Non migliore fu il destino toccato alle sue opere inedite. Lodovico Serenai, suo esecutore testamentario, tentò invano di convincere Michelangelo Ricci (1619-1682) e Raffaello Magiotti (1597-1656) a curarne la stampa. A sobbarcarsi il gravoso compito fu infine Vincenzo Viviani (1622-1703), il quale morì senza portare a termine l’impresa. Bisognerà aspettare il terzo centenario della nascita di Torricelli perché si avvii un’edizione completa, anche se non molto attendibile dal punto di vista filologico e scientifico, delle Opere di Evangelista Torricelli, che vedrà la luce tra il 1919 e il 1944.

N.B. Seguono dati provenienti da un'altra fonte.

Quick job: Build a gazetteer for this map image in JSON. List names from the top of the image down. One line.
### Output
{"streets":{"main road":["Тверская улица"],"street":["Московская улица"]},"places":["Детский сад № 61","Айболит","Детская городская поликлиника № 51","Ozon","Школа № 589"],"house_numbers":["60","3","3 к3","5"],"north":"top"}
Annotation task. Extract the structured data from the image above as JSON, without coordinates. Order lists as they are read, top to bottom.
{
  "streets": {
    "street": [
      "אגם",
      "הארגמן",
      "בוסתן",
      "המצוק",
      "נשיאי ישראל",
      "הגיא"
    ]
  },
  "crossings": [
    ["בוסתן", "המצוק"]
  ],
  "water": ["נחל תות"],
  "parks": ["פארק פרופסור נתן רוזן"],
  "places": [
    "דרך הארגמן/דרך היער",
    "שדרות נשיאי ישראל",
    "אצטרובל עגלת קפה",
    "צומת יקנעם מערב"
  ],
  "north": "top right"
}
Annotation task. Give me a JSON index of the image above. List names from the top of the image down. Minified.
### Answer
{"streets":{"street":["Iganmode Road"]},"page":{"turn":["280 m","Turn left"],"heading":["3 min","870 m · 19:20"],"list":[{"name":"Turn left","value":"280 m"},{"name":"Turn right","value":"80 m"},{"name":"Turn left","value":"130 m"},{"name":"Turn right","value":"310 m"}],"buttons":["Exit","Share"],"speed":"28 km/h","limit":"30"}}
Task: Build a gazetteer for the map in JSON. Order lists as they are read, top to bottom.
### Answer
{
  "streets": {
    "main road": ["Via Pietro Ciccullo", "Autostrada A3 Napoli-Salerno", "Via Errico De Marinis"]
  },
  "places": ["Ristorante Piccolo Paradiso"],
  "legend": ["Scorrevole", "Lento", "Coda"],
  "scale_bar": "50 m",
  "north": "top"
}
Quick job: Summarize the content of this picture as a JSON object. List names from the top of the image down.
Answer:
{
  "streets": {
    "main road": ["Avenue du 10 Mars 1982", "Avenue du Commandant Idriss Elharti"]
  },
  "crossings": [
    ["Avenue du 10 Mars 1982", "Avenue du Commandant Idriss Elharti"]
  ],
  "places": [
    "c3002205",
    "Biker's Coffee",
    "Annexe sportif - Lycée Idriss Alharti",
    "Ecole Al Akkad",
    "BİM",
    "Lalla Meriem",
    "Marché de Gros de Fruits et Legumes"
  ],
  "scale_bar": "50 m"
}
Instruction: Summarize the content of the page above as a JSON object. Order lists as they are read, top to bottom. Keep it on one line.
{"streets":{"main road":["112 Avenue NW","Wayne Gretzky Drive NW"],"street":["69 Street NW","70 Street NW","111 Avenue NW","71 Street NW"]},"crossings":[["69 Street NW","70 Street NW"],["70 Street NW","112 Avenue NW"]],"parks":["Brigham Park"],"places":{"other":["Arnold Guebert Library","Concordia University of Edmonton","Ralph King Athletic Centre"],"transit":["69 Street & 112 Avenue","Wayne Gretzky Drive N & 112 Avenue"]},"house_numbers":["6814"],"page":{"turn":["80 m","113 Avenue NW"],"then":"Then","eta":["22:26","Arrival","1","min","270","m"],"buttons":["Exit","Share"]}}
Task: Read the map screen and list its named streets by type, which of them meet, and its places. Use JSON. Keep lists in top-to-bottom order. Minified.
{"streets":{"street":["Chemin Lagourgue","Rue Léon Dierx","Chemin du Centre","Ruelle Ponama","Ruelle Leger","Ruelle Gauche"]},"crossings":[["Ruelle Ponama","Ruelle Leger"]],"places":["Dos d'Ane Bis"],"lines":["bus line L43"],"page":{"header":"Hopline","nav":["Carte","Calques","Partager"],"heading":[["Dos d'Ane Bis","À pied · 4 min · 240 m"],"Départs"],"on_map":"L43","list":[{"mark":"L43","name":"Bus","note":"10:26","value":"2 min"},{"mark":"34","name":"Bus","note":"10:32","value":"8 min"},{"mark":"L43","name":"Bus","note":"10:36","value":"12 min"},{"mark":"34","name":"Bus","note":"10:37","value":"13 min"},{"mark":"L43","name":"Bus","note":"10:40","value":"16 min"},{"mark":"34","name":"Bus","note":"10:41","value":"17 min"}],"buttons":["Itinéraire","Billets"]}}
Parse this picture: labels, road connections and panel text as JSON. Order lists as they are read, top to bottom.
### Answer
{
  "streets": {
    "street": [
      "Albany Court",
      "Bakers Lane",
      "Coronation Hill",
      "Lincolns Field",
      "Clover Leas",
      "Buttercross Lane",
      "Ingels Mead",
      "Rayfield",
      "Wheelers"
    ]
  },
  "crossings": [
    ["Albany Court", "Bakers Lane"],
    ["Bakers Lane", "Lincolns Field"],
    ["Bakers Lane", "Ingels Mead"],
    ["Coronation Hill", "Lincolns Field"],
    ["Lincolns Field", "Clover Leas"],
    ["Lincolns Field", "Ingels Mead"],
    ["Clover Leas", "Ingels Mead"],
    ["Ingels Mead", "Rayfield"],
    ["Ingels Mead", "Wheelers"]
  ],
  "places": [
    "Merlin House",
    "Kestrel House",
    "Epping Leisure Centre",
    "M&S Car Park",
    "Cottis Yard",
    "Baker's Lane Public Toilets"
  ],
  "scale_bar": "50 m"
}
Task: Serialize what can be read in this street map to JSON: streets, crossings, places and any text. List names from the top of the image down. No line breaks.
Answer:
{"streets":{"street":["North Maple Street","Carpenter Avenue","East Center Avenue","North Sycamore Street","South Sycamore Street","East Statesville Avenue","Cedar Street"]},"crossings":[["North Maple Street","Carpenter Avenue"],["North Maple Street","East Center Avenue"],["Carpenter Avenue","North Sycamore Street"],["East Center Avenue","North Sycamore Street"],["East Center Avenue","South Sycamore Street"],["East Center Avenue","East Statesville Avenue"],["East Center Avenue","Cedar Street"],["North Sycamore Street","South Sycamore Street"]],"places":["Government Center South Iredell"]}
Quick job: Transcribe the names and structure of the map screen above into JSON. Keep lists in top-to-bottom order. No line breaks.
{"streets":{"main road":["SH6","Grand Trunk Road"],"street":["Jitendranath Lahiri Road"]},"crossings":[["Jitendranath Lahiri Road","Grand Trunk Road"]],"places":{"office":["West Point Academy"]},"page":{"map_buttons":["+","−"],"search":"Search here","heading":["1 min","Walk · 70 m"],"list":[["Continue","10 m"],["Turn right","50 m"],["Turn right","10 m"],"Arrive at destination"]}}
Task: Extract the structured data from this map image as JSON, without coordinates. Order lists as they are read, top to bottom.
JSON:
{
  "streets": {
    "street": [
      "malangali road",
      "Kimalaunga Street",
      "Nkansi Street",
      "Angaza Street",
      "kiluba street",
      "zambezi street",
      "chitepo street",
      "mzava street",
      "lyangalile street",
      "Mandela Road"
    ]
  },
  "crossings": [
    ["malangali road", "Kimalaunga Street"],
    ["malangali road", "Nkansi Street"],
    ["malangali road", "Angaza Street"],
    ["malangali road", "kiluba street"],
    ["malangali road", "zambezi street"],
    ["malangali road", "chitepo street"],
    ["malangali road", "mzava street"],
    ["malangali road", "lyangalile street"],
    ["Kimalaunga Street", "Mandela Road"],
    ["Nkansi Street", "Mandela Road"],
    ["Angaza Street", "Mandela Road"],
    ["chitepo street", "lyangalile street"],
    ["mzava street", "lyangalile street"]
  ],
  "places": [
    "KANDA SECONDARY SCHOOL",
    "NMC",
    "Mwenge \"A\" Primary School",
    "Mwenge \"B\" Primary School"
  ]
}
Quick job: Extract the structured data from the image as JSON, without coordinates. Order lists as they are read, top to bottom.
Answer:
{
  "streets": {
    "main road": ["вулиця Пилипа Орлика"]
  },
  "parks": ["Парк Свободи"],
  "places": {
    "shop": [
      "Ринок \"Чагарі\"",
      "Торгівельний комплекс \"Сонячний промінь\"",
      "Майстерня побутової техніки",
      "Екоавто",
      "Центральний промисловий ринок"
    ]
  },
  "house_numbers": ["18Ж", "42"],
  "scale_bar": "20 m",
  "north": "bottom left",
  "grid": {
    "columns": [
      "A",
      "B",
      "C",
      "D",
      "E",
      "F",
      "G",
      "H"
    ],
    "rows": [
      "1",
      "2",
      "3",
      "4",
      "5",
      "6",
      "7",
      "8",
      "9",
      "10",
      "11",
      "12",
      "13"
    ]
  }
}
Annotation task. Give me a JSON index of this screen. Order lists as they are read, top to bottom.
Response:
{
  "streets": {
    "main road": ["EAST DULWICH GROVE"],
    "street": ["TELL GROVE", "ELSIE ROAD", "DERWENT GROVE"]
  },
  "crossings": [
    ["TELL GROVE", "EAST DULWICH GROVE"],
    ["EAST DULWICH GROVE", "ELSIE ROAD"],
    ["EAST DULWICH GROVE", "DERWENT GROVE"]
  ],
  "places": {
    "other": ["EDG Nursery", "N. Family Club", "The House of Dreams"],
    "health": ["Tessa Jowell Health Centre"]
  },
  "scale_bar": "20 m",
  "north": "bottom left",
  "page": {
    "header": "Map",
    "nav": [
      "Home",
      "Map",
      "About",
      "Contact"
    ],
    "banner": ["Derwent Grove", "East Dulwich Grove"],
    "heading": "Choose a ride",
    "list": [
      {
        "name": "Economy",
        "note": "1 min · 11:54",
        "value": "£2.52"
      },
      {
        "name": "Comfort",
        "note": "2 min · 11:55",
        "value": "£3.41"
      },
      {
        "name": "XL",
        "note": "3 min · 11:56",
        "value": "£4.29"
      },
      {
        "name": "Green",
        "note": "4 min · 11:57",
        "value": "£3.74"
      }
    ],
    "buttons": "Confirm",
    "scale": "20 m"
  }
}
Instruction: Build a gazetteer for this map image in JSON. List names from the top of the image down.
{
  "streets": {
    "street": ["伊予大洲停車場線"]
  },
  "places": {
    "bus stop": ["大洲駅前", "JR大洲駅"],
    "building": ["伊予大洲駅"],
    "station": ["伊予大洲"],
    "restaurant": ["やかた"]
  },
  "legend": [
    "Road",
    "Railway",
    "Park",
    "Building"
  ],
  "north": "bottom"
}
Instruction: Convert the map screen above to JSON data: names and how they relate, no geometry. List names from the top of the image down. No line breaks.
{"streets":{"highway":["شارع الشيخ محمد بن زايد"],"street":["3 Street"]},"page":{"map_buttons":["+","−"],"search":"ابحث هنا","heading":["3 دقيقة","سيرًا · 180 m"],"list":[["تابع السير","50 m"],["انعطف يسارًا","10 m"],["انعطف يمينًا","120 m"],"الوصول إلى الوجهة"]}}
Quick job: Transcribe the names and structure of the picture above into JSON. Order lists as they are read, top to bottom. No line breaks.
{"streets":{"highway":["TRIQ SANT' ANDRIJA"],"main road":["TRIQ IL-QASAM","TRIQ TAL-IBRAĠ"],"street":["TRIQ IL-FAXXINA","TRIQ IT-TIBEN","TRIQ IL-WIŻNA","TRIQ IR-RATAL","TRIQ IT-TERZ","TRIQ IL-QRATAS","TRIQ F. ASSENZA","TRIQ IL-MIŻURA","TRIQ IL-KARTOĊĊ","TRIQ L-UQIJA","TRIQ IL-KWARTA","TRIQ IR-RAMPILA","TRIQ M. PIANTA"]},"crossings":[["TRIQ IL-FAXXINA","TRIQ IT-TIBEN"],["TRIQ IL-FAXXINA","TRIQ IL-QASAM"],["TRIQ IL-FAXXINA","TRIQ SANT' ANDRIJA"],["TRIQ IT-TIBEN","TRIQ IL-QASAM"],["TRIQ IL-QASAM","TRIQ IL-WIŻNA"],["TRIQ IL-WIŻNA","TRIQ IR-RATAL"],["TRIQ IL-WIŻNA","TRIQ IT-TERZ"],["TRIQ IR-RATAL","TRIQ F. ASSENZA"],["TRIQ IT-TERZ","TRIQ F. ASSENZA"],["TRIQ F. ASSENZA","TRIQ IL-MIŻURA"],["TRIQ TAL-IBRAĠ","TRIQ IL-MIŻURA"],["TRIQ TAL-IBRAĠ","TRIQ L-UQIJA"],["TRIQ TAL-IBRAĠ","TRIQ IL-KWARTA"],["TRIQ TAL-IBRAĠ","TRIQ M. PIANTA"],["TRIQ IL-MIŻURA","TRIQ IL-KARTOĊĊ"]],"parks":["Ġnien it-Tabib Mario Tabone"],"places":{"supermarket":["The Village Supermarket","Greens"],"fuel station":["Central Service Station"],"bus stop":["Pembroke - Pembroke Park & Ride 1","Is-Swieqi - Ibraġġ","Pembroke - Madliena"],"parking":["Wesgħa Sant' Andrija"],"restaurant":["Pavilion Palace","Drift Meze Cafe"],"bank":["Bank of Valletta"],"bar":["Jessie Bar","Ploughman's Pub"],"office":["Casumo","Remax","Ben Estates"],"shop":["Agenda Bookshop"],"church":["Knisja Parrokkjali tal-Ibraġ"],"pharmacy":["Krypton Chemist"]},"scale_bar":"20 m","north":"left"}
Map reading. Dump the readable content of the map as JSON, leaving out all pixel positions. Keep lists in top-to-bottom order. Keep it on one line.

Il De motu gravium naturaliter descendentium et proiectorum è articolato in due libri, il primo dedicato alla discesa dei gravi lungo piani inclinati, corde di cerchi e archi di parabola, il secondo alla traiettoria di proietti lanciati con diverse inclinazioni. Nelle pagine di apertura Torricelli riconosce il proprio debito nei confronti della teoria del moto esposta da Galilei nei Discorsi e dimostrazioni matematiche intorno a due nuove scienze (1638), e dichiara di avere come obiettivo principale quello di fornire una dimostrazione del postulato dei piani inclinati, sul quale si fonda l’intera analisi galileiana del moto di caduta. A premessa della propria dimostrazione egli pone un principio, conosciuto come principio di Torricelli, secondo il quale «due gravi congiunti assieme non possono muoversi da sé, se il loro comune centro di gravità non si abbassa» (Capecchi, Pisano 2007, pp. 1-29). Torricelli diede un notevole contributo al perfezionamento della geometria degli indivisibili; tuttavia scelse, a differenza di Galilei, di non applicare tale metodo allo studio del moto dei gravi, ma di servirsi unicamente di un procedimento di prova «meccanico», basato sull’idea che le velocità di corpi di uguale mole siano direttamente proporzionali ai momenti di gravità degli stessi corpi (Giusti 1990). In un’appendice al libro secondo, intitolata De motu aquarum, Torricelli formula una legge che porta ancor oggi il suo nome, secondo la quale le quantità d’acqua che scorrono in tempi uguali attraverso un foro praticato alla base di un recipiente stanno fra loro come le radici quadrate delle altezze del liquido in esso contenuto (Blay 1985).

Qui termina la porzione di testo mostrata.